Sec. 1272.301. ACCESS TO OUT-OF-NETWORK SERVICES. (a) A contract between a health maintenance organization and a limited provider network or delegated entity must provide that:
(1) if medically necessary covered services are not available through network physicians or providers, the limited provider network or delegated entity, on the request of a network physician or provider, shall:
(A) allow a referral to a non-network physician or provider; and
(B) fully reimburse the non-network physician or provider at the usual and customary rate or an agreed rate; and
(2) before the limited provider network or delegated entity may deny a referral to a non-network physician or provider, a specialist of the same or similar specialty as the type of physician or provider to whom the referral is requested must conduct a review of the request.
(b) The limited provider network or delegated entity shall allow the referral within the time appropriate to the circumstances relating to the delivery of the services and the condition of the enrollee who is a patient, but not later than the fifth business day after the date the network or entity receives any reasonably requested documentation.
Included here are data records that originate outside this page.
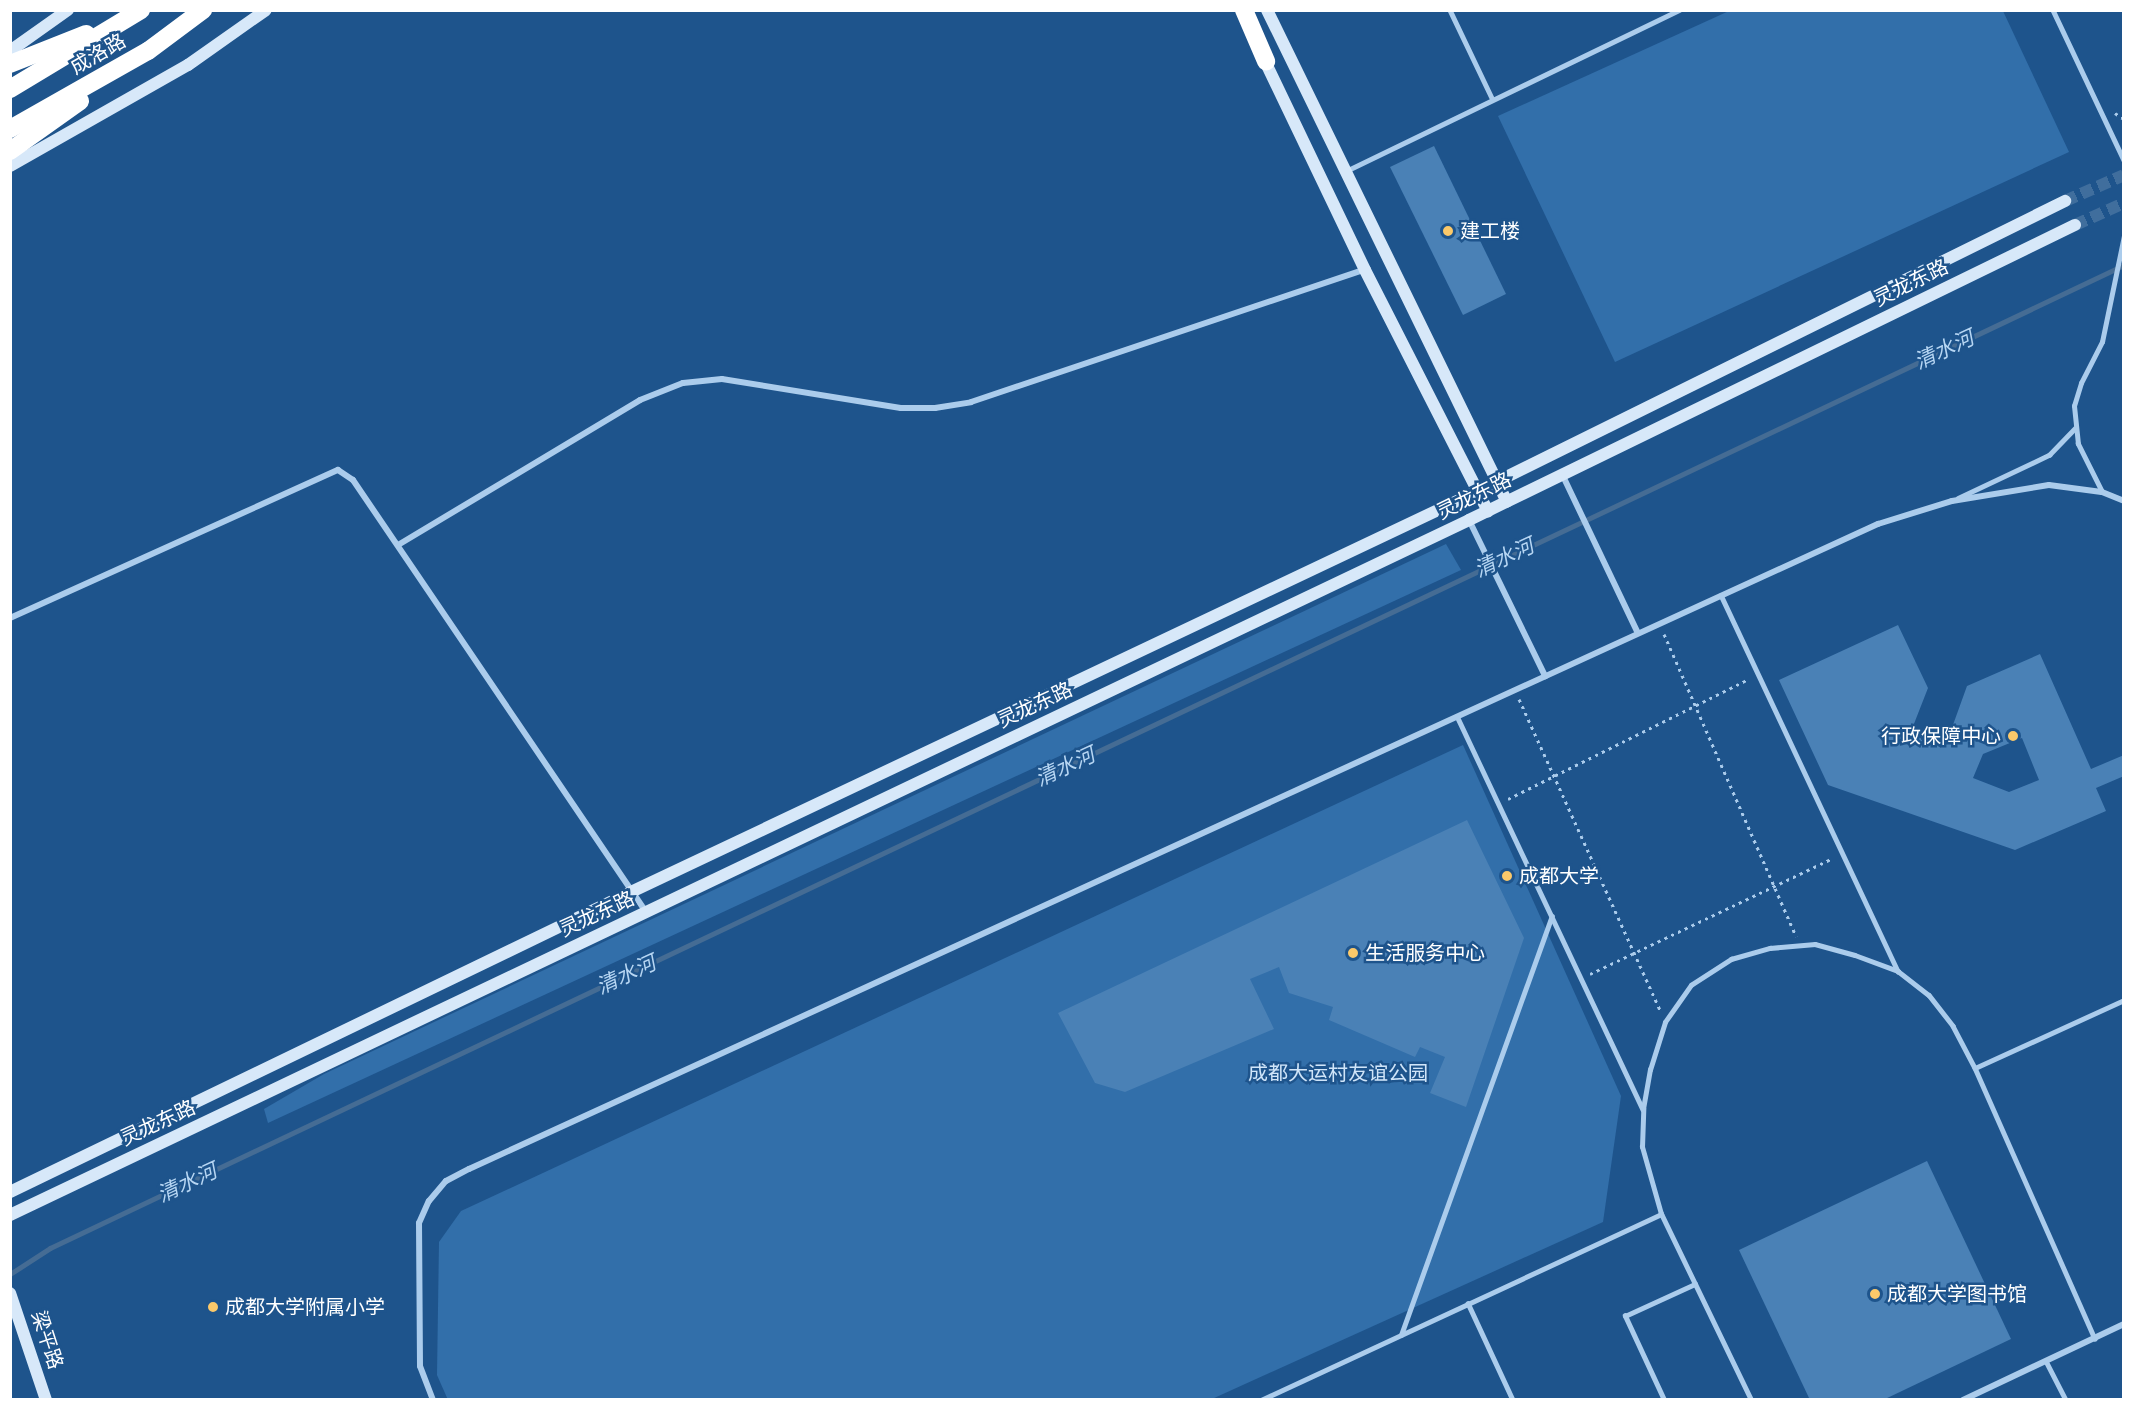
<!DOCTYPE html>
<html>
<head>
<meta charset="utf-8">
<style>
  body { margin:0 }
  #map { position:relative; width:2134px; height:1410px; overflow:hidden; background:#1e548c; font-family:Cabin,"Noto Sans SC",sans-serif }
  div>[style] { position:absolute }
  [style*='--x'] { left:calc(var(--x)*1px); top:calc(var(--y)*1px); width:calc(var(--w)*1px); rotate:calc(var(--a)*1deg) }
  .green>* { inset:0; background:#326faa }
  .stream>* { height:5px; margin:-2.5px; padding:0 2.5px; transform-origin:2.5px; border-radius:2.5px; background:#456c94 }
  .building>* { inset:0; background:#4a81b6 }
  .secondary-tunnel>* { height:12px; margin-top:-6px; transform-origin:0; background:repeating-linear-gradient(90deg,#406e9d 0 12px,transparent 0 18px) }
  .path>* { height:3px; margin-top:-1.5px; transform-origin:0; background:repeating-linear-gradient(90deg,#abccec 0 3px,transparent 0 7.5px) }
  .lane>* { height:4.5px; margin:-2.25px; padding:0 2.25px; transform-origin:2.25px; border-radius:2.25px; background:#abccec }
  .street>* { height:6px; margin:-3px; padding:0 3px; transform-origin:3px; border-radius:3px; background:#abccec }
  .secondary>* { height:12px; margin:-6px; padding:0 6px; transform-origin:6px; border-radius:6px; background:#d7e8f9 }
  .highway>* { height:18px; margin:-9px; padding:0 9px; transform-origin:9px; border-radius:9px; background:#fff }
  .dots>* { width:16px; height:16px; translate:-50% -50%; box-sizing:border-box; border:3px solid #1e548c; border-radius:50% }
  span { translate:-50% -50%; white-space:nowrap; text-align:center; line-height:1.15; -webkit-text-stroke:5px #1e548c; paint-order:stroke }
  .street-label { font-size:20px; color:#fff }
  .poi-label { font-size:20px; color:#fff }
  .left { translate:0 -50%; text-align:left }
  .right { translate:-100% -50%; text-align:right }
  .park-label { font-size:20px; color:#d0e5f9 }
  .water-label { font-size:21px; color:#b7d6f3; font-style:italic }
  .frame { position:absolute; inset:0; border:12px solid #fff; pointer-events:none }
</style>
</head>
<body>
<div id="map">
  <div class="green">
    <div style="clip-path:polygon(1729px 11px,2003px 11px,2069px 152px,1615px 362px,1498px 116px)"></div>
    <div style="clip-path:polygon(1446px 544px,1461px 570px,268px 1123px,264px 1109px,324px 1074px)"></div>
    <div style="clip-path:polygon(1463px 745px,1621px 1096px,1603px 1222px,1212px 1399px,448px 1400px,437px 1375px,439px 1242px,461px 1211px)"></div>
  </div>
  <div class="stream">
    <div style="--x:10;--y:1274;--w:48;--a:-33"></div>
    <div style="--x:50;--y:1248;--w:2295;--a:-25.36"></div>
  </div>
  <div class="building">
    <div style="clip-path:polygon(1434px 146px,1506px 294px,1463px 315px,1390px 167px)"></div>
    <div style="clip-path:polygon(evenodd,1898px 625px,1928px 688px,1910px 734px,1945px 747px,1967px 686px,2040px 654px,2091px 769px,2124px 755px,2124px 776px,2096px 788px,2106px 811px,2015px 850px,1828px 785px,1779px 680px,1898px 625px,2022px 738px,2039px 780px,2009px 792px,1973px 778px,1983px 754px,2022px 738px)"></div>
    <div style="clip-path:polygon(1467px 820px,1524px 938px,1466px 1107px,1430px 1093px,1445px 1057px,1420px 1047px,1415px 1057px,1329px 1020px,1333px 1007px,1289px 993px,1279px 967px,1250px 979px,1274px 1029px,1125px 1092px,1095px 1083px,1058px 1013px)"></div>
    <div style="clip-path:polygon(1927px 1161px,2011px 1339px,1883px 1400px,1810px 1400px,1739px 1250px)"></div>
  </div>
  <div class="secondary-tunnel">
    <div style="--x:2065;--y:201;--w:64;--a:-23.8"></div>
    <div style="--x:2075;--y:225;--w:54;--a:-24.2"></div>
  </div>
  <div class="path">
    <div style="--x:2115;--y:113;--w:11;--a:34"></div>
    <div style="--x:1664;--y:634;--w:330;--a:66.4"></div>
    <div style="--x:1519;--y:699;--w:341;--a:65.6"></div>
    <div style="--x:1508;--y:799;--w:269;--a:-26.5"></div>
    <div style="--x:1590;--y:974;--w:269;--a:-25.5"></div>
  </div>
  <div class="lane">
    <div style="--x:1450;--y:10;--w:98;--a:64.5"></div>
    <div style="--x:2053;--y:10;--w:166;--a:64.7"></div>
    <div style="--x:1346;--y:171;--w:370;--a:-25.8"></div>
    <div style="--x:2102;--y:492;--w:54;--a:-116.6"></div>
    <div style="--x:2078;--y:444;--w:38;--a:-96"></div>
    <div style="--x:2074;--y:406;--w:24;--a:-73"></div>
    <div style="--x:2081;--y:383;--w:46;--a:-62.9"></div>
    <div style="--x:2102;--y:342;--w:108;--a:-78.3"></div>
    <div style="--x:1958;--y:498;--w:101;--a:-25.3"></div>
    <div style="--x:2049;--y:455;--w:37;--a:-46"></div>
    <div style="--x:1721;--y:595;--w:416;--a:64.8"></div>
    <div style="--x:1457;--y:716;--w:435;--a:64.7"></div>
    <div style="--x:1975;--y:1068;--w:164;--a:-24.5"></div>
    <div style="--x:1468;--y:1303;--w:107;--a:65.1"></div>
    <div style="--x:1401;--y:1335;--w:445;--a:-70.2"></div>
    <div style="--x:2046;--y:1361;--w:44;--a:62.9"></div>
    <div style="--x:1261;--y:1400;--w:441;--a:-24.9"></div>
    <div style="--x:1664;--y:1400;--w:93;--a:-114.9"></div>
    <div style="--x:1625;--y:1316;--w:77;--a:-24.6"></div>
    <div style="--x:1751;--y:1400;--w:207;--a:-115.8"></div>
    <div style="--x:1661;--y:1214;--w:70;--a:-105.8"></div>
    <div style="--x:1642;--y:1147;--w:38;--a:-88"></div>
    <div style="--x:1643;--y:1109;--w:40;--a:-80"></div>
    <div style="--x:1650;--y:1070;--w:50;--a:-72.6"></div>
    <div style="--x:1665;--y:1022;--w:45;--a:-54.9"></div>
    <div style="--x:1691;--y:985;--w:48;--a:-33"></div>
    <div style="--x:1731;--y:959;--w:41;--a:-15.8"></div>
    <div style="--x:1770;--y:948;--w:45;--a:-5.1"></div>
    <div style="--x:1815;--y:944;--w:41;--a:15.4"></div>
    <div style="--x:1855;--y:955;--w:46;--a:20.4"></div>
    <div style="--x:1898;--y:971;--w:39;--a:38"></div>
    <div style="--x:1929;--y:995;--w:39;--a:52"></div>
    <div style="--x:1953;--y:1026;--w:47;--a:62.4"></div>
    <div style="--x:1975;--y:1068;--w:296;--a:66.1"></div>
  </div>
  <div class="street">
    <div style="--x:1562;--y:474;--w:176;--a:64.5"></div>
    <div style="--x:1469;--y:520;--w:174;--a:64"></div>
    <div style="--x:398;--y:545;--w:282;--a:-30.9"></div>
    <div style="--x:640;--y:400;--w:46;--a:-21.6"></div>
    <div style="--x:683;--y:383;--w:39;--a:-6"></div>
    <div style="--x:722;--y:379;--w:181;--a:9.2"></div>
    <div style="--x:901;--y:408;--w:34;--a:0"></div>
    <div style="--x:935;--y:408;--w:36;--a:-9"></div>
    <div style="--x:971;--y:402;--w:415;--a:-18.6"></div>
    <div style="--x:10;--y:618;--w:360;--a:-24.3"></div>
    <div style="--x:338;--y:470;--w:18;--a:34"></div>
    <div style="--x:353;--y:480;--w:522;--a:55.85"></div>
    <div style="--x:433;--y:1400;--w:36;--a:-111"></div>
    <div style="--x:420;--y:1366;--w:143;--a:-90.4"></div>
    <div style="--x:419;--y:1223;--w:24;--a:-66"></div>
    <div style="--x:429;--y:1201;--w:26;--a:-50"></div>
    <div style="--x:446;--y:1181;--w:26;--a:-28"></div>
    <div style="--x:469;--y:1169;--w:1550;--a:-24.6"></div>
    <div style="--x:1878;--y:524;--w:77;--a:-17.3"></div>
    <div style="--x:1952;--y:501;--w:98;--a:-9.4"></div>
    <div style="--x:2049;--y:485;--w:53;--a:7.5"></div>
    <div style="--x:2102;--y:492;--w:24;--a:22"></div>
    <div style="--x:1963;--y:1400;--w:178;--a:-25.3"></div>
  </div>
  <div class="secondary">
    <div style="--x:1267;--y:10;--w:547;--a:64"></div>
    <div style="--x:10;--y:51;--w:71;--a:-35.3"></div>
    <div style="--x:1262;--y:55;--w:238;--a:64.4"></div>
    <div style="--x:1365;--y:270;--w:271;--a:63"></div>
    <div style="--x:10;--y:166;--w:205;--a:-29.6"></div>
    <div style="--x:188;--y:65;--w:95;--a:-35.2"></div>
    <div style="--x:10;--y:1192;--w:690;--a:-25.78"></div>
    <div style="--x:631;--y:892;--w:937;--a:-25.33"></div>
    <div style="--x:1478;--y:491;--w:655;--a:-26.29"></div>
    <div style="--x:10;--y:1215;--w:1616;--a:-25.47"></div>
    <div style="--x:1469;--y:520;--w:674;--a:-25.96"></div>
    <div style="--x:10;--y:1293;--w:113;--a:71.4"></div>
  </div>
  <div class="highway">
    <div style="--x:1244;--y:10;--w:56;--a:66.7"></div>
    <div style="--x:10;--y:64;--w:82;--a:-21.5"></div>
    <div style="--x:10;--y:89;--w:153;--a:-31.1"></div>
    <div style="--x:10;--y:129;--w:159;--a:-29.5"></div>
    <div style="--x:148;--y:51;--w:69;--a:-36.7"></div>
    <div style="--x:10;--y:151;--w:86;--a:-35.5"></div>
  </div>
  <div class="dots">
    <div style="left:1448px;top:231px;background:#fbc96a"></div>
    <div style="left:2013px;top:736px;background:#fbc96a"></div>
    <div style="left:1507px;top:876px;background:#fbc96a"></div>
    <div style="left:1353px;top:953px;background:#fbc96a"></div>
    <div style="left:1875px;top:1294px;background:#fbc96a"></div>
    <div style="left:213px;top:1307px;background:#fbc96a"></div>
  </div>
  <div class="street-label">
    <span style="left:98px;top:54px;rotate:-30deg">成洛路</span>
    <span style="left:1911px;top:283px;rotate:-26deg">灵龙东路</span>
    <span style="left:1474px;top:496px;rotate:-26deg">灵龙东路</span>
    <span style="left:1035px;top:705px;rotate:-25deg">灵龙东路</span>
    <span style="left:597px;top:914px;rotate:-25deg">灵龙东路</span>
    <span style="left:158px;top:1123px;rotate:-25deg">灵龙东路</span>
    <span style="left:47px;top:1340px;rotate:72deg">梁平路</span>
  </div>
  <div class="poi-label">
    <span class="left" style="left:1460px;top:231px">建工楼</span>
    <span class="right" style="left:2001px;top:736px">行政保障中心</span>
    <span class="left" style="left:1519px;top:876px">成都大学</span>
    <span class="left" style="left:1365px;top:953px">生活服务中心</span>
    <span class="left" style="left:1887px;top:1294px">成都大学图书馆</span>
    <span class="left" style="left:225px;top:1307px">成都大学附属小学</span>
  </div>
  <div class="park-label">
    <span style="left:1338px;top:1073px">成都大运村友谊公园</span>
  </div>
  <div class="water-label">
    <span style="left:1944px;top:350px;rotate:-25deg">清水河</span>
    <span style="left:1504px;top:558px;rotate:-25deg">清水河</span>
    <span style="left:1065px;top:767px;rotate:-25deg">清水河</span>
    <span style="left:626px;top:975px;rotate:-25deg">清水河</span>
    <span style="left:187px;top:1183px;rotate:-25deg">清水河</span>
  </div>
  <div class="frame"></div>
</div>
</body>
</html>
(c) An enrollee may not be required to change the enrollee's primary care physician or specialist providers to receive medically necessary covered services that are not available within the limited provider network or through the delegated entity.
(d) A denial of out-of-network services under this section is subject to appeal under Chapter 4201.
Added by Acts 2003, 78th Leg., ch. 1274, Sec. 3, eff. April 1, 2005.
Amended by:
Acts 2007, 80th Leg., R.S., Ch. 730 (H.B. 2636), Sec. 2G.005, eff. April 1, 2009.